7 Responses “Trying To Make It Better”

  1. Jeannette says:

    Funny thing, that. The gentleman who taught my grandchildren to golf in Livermore sends me and loose strings of what-not that he has poached
    from the Internet. Some of it is wet your pants funny and some of it makes me scream “What the trump??”

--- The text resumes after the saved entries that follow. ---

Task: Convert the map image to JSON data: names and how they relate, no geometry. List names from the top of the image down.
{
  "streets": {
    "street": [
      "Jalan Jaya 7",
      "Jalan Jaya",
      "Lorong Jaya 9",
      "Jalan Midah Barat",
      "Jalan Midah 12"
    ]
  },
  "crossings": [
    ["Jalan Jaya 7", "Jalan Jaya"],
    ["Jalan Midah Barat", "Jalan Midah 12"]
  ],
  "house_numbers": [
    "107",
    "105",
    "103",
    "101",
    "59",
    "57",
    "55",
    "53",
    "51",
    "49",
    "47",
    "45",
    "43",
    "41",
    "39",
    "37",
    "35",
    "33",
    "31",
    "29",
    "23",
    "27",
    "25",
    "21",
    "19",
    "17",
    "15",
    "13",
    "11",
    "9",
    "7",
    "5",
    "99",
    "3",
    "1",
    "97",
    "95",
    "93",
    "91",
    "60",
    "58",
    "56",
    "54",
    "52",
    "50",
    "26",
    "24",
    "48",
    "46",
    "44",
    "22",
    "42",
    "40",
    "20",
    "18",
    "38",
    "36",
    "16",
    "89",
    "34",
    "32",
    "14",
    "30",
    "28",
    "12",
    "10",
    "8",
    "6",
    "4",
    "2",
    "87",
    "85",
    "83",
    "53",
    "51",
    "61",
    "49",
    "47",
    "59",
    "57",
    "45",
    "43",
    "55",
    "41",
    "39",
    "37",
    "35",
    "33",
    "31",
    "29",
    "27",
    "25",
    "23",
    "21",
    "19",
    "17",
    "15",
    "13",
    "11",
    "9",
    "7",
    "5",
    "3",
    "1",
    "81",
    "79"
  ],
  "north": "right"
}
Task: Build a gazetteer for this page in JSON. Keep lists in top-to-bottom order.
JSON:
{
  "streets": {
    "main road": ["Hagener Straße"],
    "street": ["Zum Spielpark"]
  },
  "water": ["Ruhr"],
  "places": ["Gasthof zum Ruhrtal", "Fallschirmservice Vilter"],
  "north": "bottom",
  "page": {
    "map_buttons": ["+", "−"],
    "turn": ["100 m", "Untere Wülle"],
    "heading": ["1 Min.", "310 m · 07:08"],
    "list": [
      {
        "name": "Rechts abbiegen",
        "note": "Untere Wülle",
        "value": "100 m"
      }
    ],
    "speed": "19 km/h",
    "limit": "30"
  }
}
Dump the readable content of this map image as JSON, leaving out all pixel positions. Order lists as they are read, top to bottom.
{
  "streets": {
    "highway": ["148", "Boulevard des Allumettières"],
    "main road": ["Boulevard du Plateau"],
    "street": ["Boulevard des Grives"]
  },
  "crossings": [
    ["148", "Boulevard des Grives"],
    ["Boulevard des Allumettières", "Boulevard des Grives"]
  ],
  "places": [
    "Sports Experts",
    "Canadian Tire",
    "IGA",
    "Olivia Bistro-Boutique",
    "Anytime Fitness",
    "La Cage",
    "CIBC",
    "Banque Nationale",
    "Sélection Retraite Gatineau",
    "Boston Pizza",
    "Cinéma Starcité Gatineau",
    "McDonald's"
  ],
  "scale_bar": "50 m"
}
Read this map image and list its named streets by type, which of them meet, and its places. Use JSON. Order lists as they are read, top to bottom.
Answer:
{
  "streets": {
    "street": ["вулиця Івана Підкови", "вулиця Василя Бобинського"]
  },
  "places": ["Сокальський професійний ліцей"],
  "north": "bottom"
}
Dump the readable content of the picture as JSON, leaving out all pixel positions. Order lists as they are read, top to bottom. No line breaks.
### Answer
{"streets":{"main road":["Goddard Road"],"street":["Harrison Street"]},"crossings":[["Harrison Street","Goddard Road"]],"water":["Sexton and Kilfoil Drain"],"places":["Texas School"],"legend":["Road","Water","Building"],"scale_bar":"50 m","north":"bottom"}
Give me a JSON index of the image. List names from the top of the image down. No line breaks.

    So last week, after getting one of his hair raising emails, I googled the term “people behaving well”. Tons and tons of sites popped up called (drumroll please) “people behaving badly.” What a surprise. So I challenged my friend To start a website called, … Well… You know

    Last Saturday, I drove to Northern California to spend time with Michelle’s children and we went to visit the golf instructor. I asked him how his little site was coming along, and he responded that he would get right on it. Bahahaha. I could tell you lots of great stories about my grandchildren, but I have a feeling that is not what you’re looking for. Let me keep working on this. I’m sure I will come up with something That will make the world a much better place. Wait for it. Wait for it. Wait for it.
    Jeannette

  2. Dorty Nowak says:

    Thanks Dan – I needed a reset. I’d made a vow last year to only read the happy news in the NYT…that worked for a while, but I confess I fell into bad ways.

  3. Lew Bell says:

    We just returned from a cruise to Denmark and Norway. We had a wonderful time and one of the best perks of the trip was that we didn’t look at a newspaper, TV news broadcast or listen to any radio while we were gone. It was delightful.

  4. Daniel says:

    Dorty, I suspect that you, like me, are torn between a life-long need to know what’s going on in the world and a more recent desire to escape the awful stuff we see in the news every day. I though it was useful to take a look at some good news in some of those some news sources (like the NYT). Thanks for reading. Dan

  5. Daniel says:

    Lew & Rita — Glad your trip to Norway was such “GOOD NEWS.” Thanks for sending the beautiful pictures. Dan

  6. Nancy says:

    Hi Dan,
    Thank you and Gretta for holding back on publishing the bad news and looking for the good. When I was down in the dumps an old friend of mine said to always think of one thing each day that I was most proud of. She said that most people are always so critical of themselves and need to work hard at thinking of the good things as there are many things to be proud of. Your message reminded me that I need to do more of that. Good luck with your writers block and thanks for sharing as you inspired me to reconnect with the good stuff.

  7. Daniel says:

    Nancy, What a great thought! I have been amazed at the attention this little ConVivio piece has received. I;m glad you found it useful.